This could cause a situation where you added a document but the old
one was not deleted (overwritten).  Not corrupted at the Lucene
level, but if the JVM died at the wrong spot, search results could
possibly return two documents for the same unique key.  We normally
just rebuilt after a crash.

 And more importantly, will it run the
 postOptimize/postCommit scripts generating snapshots and then possibly
 propagating the bad index?

Normally not, I think... the JVM crash/restart left the lucene write
lock aquired on the index and further attempts to modify it failed.

-Yonik


Re: High-Availability deployment

2007-10-08 Thread Daniel Alheiros
Hi Yonik.

It looks pretty good.

I hope I'm not the one who will post a very odd crash after a while. :)
OK, so is very unlikely that a OOM it's going to happen, as I've set my JVM
heap size to 1.5G.

Hmm, is there any exception thrown in case the index get corrupted (if it's
not caused by OOM and the JVM crashes)? The document uniqueness SOLR offers
is one of the many reasons I'm using it and should be excellent to know when
it's gone. :) 
Does it mean that after recovering from a JVM crash should be recommended to
rebuild my indexes instead of just re-starting it?

Thanks again,
Daniel


On 8/10/07 17:30, Yonik Seeley [EMAIL PROTECTED] wrote:

 On 10/8/07, Daniel Alheiros [EMAIL PROTECTED] wrote:
 Well I believe I can live with some staleness at certain moments, but it's
 not good as users are supposed to need it 24x7. So the common practice is to
 make one of the slaves as the new master and switch things over to it and
 after the outage put them in sync again and do the proper switch back? OK,
 I'll follow this, but I'm still concerned about the amount of manual steps
 to be done...
 
 That was the plan - never needed it though... (never had a master
 completely die that I know of).  Having the collection not be updated
 for an hour or so while the ops folks fixed things always worked fine.
 
 And other important issue is
 how frequently have you seen indexes getting corrupted?
 
 Just once I think - no idea of the cause (and I think it was quite an
 old version of lucene).
 
 If I try to run a
 commit or optimize on a Solr master instance and it's index got corrupted
 will it run the command?
 
 Almost all of the cases I've seen of a master failing was an OOM
 error, often during segment merging (again, older versions of Lucene,
 and someone forgot to change the JVM heap size from the default).
 This could cause a situation where you added a document but the old
 one was not deleted (overwritten).  Not corrupted at the Lucene
 level, but if the JVM died at the wrong spot, search results could
 possibly return two documents for the same unique key.  We normally
 just rebuilt after a crash.
 
 And more importantly, will it run the
 postOptimize/postCommit scripts generating snapshots and then possibly
 propagating the bad index?
 
 Normally not, I think... the JVM crash/restart left the lucene write
 lock aquired on the index and further attempts to modify it failed.
 
 -Yonik


http://www.bbc.co.uk/
This e-mail (and any attachments) is confidential and may contain personal 
views which are not the views of the BBC unless specifically stated.
If you have received it in error, please delete it from your system.
Do not use, copy or disclose the information in any way nor act in reliance on 
it and notify the sender immediately.
Please note that the BBC monitors e-mails sent or received.
Further communication will signify your consent to this.

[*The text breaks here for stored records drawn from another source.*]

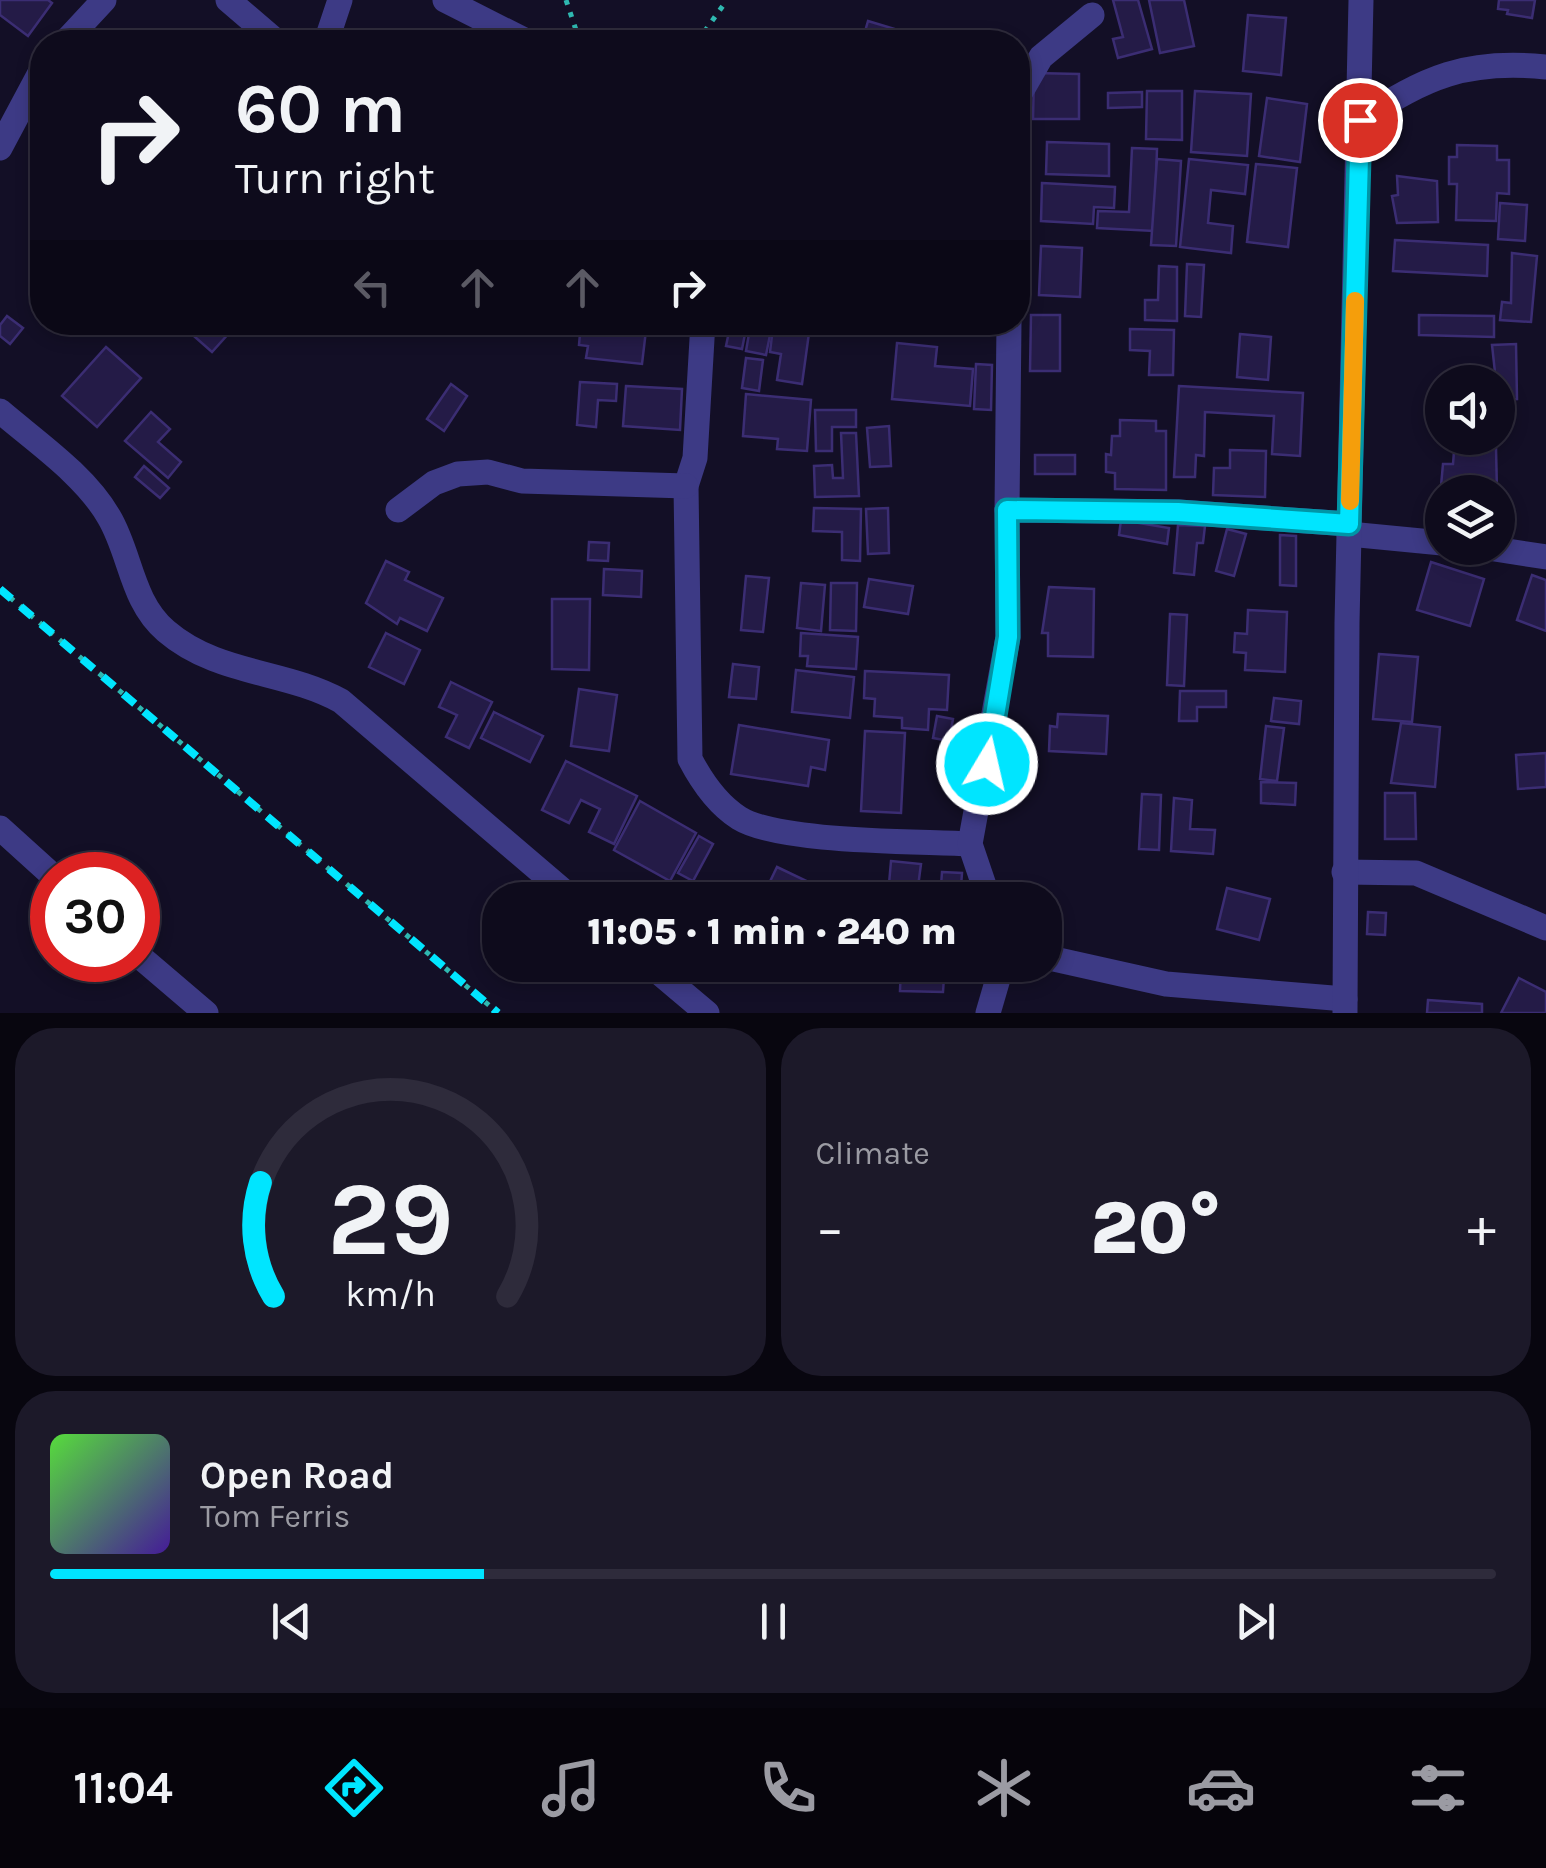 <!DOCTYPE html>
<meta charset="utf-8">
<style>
:root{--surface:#0e0b1c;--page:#1c1929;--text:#f1f3f6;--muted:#9b9ba3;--line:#2e2b3b;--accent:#00e5ff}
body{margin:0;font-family:Karla,sans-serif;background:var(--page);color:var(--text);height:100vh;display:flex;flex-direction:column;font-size:38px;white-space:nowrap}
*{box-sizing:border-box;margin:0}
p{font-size:32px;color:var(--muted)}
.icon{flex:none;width:55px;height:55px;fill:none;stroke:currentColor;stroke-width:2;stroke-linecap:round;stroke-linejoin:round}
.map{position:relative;height:1013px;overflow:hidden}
.side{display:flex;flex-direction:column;gap:15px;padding:15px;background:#08060f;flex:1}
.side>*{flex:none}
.top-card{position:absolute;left:30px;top:30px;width:1000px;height:305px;border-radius:40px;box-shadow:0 5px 15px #0003,0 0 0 2px var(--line);background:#0e0b1c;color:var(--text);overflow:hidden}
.fabs{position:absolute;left:1425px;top:365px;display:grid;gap:20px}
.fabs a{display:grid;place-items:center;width:90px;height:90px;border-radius:50%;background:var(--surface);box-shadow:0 5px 15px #0003,0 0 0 2px var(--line);font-size:50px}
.speed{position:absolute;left:30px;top:852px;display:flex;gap:20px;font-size:50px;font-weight:700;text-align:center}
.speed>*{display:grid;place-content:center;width:130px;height:130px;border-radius:50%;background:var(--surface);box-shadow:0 5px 15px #0003,0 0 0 2px var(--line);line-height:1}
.speed .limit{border:15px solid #d22;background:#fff;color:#111}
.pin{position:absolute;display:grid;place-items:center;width:85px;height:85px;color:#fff;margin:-42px;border:5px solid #fff;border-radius:50%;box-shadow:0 2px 10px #0007}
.me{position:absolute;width:110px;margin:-55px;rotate:9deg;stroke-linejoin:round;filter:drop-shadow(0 0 8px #0008)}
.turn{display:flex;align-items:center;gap:35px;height:210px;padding:0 40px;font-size:45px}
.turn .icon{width:130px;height:130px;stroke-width:2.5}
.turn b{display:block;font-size:70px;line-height:85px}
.lanes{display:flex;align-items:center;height:95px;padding:0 40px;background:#0003;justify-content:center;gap:50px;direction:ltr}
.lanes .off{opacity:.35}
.big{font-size:75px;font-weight:800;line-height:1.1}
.side .card{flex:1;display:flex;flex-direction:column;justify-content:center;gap:15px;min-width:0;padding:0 35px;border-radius:40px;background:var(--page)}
.side .dial{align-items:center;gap:0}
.dial svg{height:260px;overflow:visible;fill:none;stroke:var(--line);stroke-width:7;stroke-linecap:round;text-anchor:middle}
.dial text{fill:var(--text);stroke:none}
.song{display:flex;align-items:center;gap:30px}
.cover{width:120px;height:120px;border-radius:15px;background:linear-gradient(135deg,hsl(110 70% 55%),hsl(260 70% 35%))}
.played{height:10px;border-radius:5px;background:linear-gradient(90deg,var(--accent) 30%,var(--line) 30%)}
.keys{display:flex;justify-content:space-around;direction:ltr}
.heat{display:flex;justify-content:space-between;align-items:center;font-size:55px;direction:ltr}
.side .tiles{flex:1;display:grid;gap:15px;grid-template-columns:1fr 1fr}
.card:last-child{grid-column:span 2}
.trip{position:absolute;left:482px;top:882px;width:580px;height:100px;border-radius:40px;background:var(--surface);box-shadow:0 5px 15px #0003,0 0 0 2px var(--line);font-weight:800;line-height:100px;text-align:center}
.menu{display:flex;height:160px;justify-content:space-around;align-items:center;background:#06040b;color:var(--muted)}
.menu .icon{width:70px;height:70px}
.menu .selected{color:var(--accent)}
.menu b{font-size:45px;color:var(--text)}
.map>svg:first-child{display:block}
.building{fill:#241b47;stroke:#3b2d73;stroke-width:2.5}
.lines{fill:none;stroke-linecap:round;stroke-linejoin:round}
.path{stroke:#2fb8b0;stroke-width:5;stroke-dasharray:5 8;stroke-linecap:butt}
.minor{stroke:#3d3a85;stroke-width:25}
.rail{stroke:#00e5ff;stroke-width:8;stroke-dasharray:15 12;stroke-linecap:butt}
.route-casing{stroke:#0095a6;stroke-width:25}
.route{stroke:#00e5ff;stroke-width:18}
.slow{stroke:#f59e0b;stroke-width:18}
</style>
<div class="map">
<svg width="1546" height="1013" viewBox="0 0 1546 1013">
<rect width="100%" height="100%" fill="#130f26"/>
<!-- building -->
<g class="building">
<polygon points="0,0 48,0 52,3 28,36 0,15"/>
<polygon points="1113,0 1138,0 1152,49 1118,58 1113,39 1123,37"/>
<polygon points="1149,0 1184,0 1194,46 1160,53"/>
<polygon points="1499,0 1535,0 1532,18 1507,14 1508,10 1498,9"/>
<polygon points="1248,15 1286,18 1281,75 1243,71"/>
<polygon points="868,21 918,36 916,42 862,42"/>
<polygon points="1034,73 1079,74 1079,119 1033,119"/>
<polygon points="1147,91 1182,91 1182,140 1146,139"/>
<polygon points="1195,91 1251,94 1247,156 1191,152"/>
<polygon points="1142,92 1142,107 1108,108 1108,93"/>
<polygon points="1267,98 1307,104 1300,162 1259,156"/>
<polygon points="1047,142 1109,144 1109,176 1046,174"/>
<polygon points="1457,145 1497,146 1497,160 1509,160 1509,194 1497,193 1496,221 1456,220 1457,184 1449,184 1449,157 1457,157"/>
<polygon points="1132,148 1157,149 1154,231 1097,228 1098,211 1129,212"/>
<polygon points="1157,159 1181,161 1176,246 1151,245"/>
<polygon points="1189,159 1248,165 1245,194 1211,190 1208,223 1233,226 1231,253 1180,247"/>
<polygon points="1256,164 1297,168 1288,247 1247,242"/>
<polygon points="1397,176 1437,181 1438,222 1397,223 1392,196 1398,195"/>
<polygon points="1042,183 1115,187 1114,208 1094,207 1093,224 1041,221"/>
<polygon points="1500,203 1527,205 1525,241 1498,239"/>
<polygon points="1395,240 1488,245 1487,276 1393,271"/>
<polygon points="1041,246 1082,248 1080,297 1039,295"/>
<polygon points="1512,253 1537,256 1531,322 1500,320 1502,302 1511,303"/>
<polygon points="1187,264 1204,265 1201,317 1185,316"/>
<polygon points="1159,266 1177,267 1177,321 1145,320 1145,300 1158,300"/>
<polygon points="1031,315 1060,315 1060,371 1030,371"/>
<polygon points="1419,315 1494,316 1494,337 1419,335"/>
<polygon points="7,316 23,328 10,344 0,336 0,325"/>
<polygon points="178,322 239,322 212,352"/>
<polygon points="581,322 647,322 642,364 586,358 588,346 579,345"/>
<polygon points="751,322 772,325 766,355 746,351"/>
<polygon points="730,327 746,329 742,349 726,346"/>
<polygon points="773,327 809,333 802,384 777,380 781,354 770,352"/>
<polygon points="1130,329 1174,330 1173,375 1149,375 1150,351 1130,350"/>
<polygon points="1240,334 1271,337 1268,380 1237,377"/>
<polygon points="897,343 937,347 935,366 973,369 970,406 892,399"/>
<polygon points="1516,344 1517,399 1498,400 1492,345"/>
<polygon points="106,347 141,378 97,427 62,396"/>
<polygon points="746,358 763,360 759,391 742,388"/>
<polygon points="976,364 992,365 991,410 974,409"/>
<polygon points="580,382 617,384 616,401 598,400 596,427 577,425"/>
<polygon points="451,384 467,396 444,431 427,419"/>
<polygon points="626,386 682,389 680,430 623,426"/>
<polygon points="1179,386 1303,393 1300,456 1272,454 1274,416 1205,412 1204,456 1196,455 1195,477 1174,477"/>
<polygon points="746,394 811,400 807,451 777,449 778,439 743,436"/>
<polygon points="815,410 856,410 856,427 832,427 832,451 816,451"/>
<polygon points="151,412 170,429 158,442 181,462 168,478 125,441"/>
<polygon points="1120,420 1156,421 1156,431 1166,431 1166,490 1115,489 1115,473 1106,472 1106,454 1111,455 1112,436 1120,436"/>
<polygon points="889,426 891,466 870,467 867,428"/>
<polygon points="841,433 856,433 859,496 815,497 814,466 832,465 833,478 843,478"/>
<polygon points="1455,439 1496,448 1497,492 1442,492 1440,497 1443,464 1453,464"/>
<polygon points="1230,450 1266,451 1265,497 1213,495 1214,468 1230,468"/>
<rect x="1035" y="455" width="40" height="19"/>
<polygon points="144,466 169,488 160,498 135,477"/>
<polygon points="814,508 861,509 860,561 842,560 842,532 813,531"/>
<polygon points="888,508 889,553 868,554 866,509"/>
<polygon points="1121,520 1169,528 1167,544 1119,535"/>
<polygon points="1178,525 1205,526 1203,543 1197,543 1194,575 1174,573"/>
<polygon points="1227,529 1246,534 1234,576 1216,571"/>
<polygon points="1280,535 1296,536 1296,586 1280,585"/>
<polygon points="589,542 609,543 608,561 588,560"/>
<polygon points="386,561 409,572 405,580 443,598 427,631 400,618 397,624 366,603"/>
<polygon points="1431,562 1484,579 1470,626 1417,610"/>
<polygon points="604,569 642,571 641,597 603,595"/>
<polygon points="1532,575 1546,580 1546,631 1517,620"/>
<polygon points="746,576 769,578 763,632 741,630"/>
<polygon points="869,579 913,586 908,614 864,607"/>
<polygon points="801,583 825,585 821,631 797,628"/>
<polygon points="831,583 857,583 856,631 830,630"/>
<polygon points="1049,587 1094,589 1093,657 1048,656 1048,633 1042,633"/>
<polygon points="552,599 590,599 589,670 552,669"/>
<polygon points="1248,610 1287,612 1285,672 1245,670 1246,653 1234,652 1235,633 1247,634"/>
<polygon points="1170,614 1187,615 1184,686 1167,685"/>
<polygon points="386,633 420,650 404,684 369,667"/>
<polygon points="801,633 858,637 856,669 807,666 808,656 800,656"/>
<polygon points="1379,654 1418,657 1412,722 1373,719"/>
<polygon points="733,664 759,667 756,699 729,697"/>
<polygon points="796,670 854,677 850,718 792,712"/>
<polygon points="865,671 949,675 947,710 929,709 928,730 902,728 902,718 874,716 875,699 864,698"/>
<polygon points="451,682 492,702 469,748 446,737 457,715 439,707"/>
<polygon points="579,689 617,695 609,751 571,746"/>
<polygon points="1180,691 1226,691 1226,707 1197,707 1197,721 1179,721"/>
<polygon points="1274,698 1301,701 1299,724 1271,721"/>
<polygon points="494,712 543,736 530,762 481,738"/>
<polygon points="1058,714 1108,716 1106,754 1049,751 1050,726 1057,727"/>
<polygon points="937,716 953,719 949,741 933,738"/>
<polygon points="1401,723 1440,727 1435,787 1391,783"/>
<polygon points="739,725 829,740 825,770 811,767 808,786 731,774"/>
<polygon points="1266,726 1284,728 1277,781 1260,779"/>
<polygon points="865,731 905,733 901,813 861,811"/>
<polygon points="1546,753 1546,787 1518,789 1516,755"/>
<polygon points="566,761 637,796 614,844 589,832 600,809 581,800 569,823 542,810"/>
<polygon points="1261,782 1296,783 1295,805 1261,803"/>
<polygon points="1385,793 1415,793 1416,839 1385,839"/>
<polygon points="1142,794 1161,795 1159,850 1139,849"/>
<polygon points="1174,798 1192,800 1190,829 1215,830 1213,854 1171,851"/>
<polygon points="640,801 696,833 670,881 614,850"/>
<polygon points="699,836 713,844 693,881 678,873"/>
<polygon points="891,861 921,864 918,887 889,884"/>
<polygon points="777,867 838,896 836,900 769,900 763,896"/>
<polygon points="942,872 962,873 960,900 940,900"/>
<polygon points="1227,888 1270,899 1259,940 1217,929"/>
<polygon points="1368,912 1386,913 1385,935 1367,934"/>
<polygon points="901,965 956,965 955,977 944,977 943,992 900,991"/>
<polygon points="1519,978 1546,992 1546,1013 1501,1013"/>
<polygon points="1428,1000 1482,1004 1482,1013 1427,1013"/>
</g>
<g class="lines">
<!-- path -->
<g class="path">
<polyline points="566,0 580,42"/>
<polyline points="697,42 727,0"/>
<polyline points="0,589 498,1013"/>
</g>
<!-- minor -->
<g class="minor">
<polyline points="228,0 277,42"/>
<polyline points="445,0 528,42"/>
<polyline points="65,42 104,0"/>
<polyline points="326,42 340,0"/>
<polyline points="1018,97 1041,57 1092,15"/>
<path d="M1360,120c66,-43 106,-61 186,-53"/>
<polyline points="0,148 42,69"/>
<path d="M703,322l-8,136 -9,28 4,273c12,23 27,45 49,59 40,25 178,23 231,26"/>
<polyline points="1009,322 1007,510 1179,512 1349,524"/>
<path d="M0,411c36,31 85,64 109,106 22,37 22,84 57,114 51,44 119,39 175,70l233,199"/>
<polyline points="398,510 434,483 458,474 488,472 522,481 686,486"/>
<polyline points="1349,534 1442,543"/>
<polyline points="1488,548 1546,557"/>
<polyline points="0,828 52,875"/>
<polyline points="1344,872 1416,873 1546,928"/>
<polyline points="989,900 970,844 1008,637 1007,510"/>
<polyline points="138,955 206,1013"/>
<polyline points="1045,957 1166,984 1345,999"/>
<polyline points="650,965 707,1013"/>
<polyline points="988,1013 1002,965"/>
<polyline points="1345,1013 1347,623 1361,0"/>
</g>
<!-- rail -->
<polyline class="rail" points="0,589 498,1013"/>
</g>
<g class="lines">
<defs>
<polyline id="route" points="987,764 1008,637 1007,510 1178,512 1349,524 1360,120"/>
</defs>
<!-- route casing -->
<use href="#route" class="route-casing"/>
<!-- route -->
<use href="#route" class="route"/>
<!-- slow -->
<polyline class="slow" points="1350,501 1355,301"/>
</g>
</svg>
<div class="fabs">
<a><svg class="icon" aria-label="sound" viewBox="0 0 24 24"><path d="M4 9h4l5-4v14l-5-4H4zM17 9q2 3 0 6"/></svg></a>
<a><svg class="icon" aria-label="layers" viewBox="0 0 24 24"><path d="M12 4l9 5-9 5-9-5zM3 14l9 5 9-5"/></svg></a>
</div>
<div class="speed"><div class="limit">30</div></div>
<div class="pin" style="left:1360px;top:120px;background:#d93025"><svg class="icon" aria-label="arrive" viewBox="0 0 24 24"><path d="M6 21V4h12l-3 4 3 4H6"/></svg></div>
<svg class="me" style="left:987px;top:764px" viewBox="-20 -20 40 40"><circle r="17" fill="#00e5ff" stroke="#fff" stroke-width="3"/><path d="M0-11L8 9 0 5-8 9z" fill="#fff"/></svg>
<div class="trip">11:05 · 1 min · 240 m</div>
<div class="top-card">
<div class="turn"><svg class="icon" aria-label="right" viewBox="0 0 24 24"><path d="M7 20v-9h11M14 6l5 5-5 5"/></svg><div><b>60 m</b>Turn right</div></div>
<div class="lanes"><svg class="icon off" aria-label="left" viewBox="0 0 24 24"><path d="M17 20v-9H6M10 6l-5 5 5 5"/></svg><svg class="icon off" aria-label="ahead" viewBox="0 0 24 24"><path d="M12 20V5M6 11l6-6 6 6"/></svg><svg class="icon off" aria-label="ahead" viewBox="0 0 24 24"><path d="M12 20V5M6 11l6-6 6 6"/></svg><svg class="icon" aria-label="right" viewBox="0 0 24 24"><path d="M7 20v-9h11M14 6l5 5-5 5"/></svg></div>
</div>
</div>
<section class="side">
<div class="tiles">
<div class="card dial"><svg viewBox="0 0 100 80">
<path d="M14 69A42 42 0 1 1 86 69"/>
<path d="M14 69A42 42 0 0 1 10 34" stroke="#00e5ff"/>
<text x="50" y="56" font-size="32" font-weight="700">29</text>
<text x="50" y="72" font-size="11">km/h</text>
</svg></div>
<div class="card"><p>Climate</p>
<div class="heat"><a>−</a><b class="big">20°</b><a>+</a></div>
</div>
<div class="card">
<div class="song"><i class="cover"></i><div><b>Open Road</b><p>Tom Ferris</p></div></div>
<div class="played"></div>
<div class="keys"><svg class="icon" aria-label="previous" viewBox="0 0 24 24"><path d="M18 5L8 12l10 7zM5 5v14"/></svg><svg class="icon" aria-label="pause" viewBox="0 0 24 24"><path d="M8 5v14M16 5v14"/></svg><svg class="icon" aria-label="next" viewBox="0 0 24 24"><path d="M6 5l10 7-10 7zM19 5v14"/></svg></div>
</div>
</div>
</section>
<nav class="menu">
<b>11:04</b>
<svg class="icon selected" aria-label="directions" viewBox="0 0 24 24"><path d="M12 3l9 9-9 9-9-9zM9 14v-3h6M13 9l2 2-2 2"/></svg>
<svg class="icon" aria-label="music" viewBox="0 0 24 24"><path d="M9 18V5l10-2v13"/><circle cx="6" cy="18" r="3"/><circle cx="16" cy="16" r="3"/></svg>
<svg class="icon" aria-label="phone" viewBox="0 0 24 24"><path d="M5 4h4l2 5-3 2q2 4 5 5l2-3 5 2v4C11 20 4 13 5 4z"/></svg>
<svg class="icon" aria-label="climate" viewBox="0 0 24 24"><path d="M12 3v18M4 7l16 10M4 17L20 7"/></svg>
<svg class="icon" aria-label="car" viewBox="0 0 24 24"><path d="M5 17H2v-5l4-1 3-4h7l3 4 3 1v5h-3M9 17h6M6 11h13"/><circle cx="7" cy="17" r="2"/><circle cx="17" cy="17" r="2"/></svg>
<svg class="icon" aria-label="filters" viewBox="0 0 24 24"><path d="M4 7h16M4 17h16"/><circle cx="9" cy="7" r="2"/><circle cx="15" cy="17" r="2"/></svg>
</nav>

Re: High-Availability deployment

2007-10-08 Thread Yonik Seeley
On 10/8/07, Daniel Alheiros [EMAIL PROTECTED] wrote:
 Hmm, is there any exception thrown in case the index get corrupted (if it's
 not caused by OOM and the JVM crashes)? The document uniqueness SOLR offers
 is one of the many reasons I'm using it and should be excellent to know when
 it's gone. :)
 Does it mean that after recovering from a JVM crash should be recommended to
 rebuild my indexes instead of just re-starting it?

Yes, it's safer to do so.
I think in a future release we will be able to guarantee document
uniqueness even in the face of a crash.

-Yonik


Re: High-Availability deployment

2007-10-08 Thread Daniel Alheiros
OK, I'll define it as a procedure in my disaster recovery plan.

That would be great. I'm looking forward to it.

Thanks,
Daniel

On 8/10/07 18:07, Yonik Seeley [EMAIL PROTECTED] wrote:

 On 10/8/07, Daniel Alheiros [EMAIL PROTECTED] wrote:
 Hmm, is there any exception thrown in case the index get corrupted (if it's
 not caused by OOM and the JVM crashes)? The document uniqueness SOLR offers
 is one of the many reasons I'm using it and should be excellent to know when
 it's gone. :)
 Does it mean that after recovering from a JVM crash should be recommended to
 rebuild my indexes instead of just re-starting it?
 
 Yes, it's safer to do so.
 I think in a future release we will be able to guarantee document
 uniqueness even in the face of a crash.
 
 -Yonik


http://www.bbc.co.uk/
This e-mail (and any attachments) is confidential and may contain personal 
views which are not the views of the BBC unless specifically stated.
If you have received it in error, please delete it from your system.
Do not use, copy or disclose the information in any way nor act in reliance on 
it and notify the sender immediately.
Please note that the BBC monitors e-mails sent or received.
Further communication will signify your consent to this.



Re: High-Availability deployment

2007-10-08 Thread Chris Hostetter
: I'm setting up a backup task to keep a copy of my master index, just to
: avoid having to re-build my index from scratch. And other important issue is

every slave is a backup of the master, so you don't usually need a 
seperate backup mechanism.

re-building hte index is more about peace of mind when asking why did it 
crash?  what did/didn't get writen the index before it crashed?




-Hoss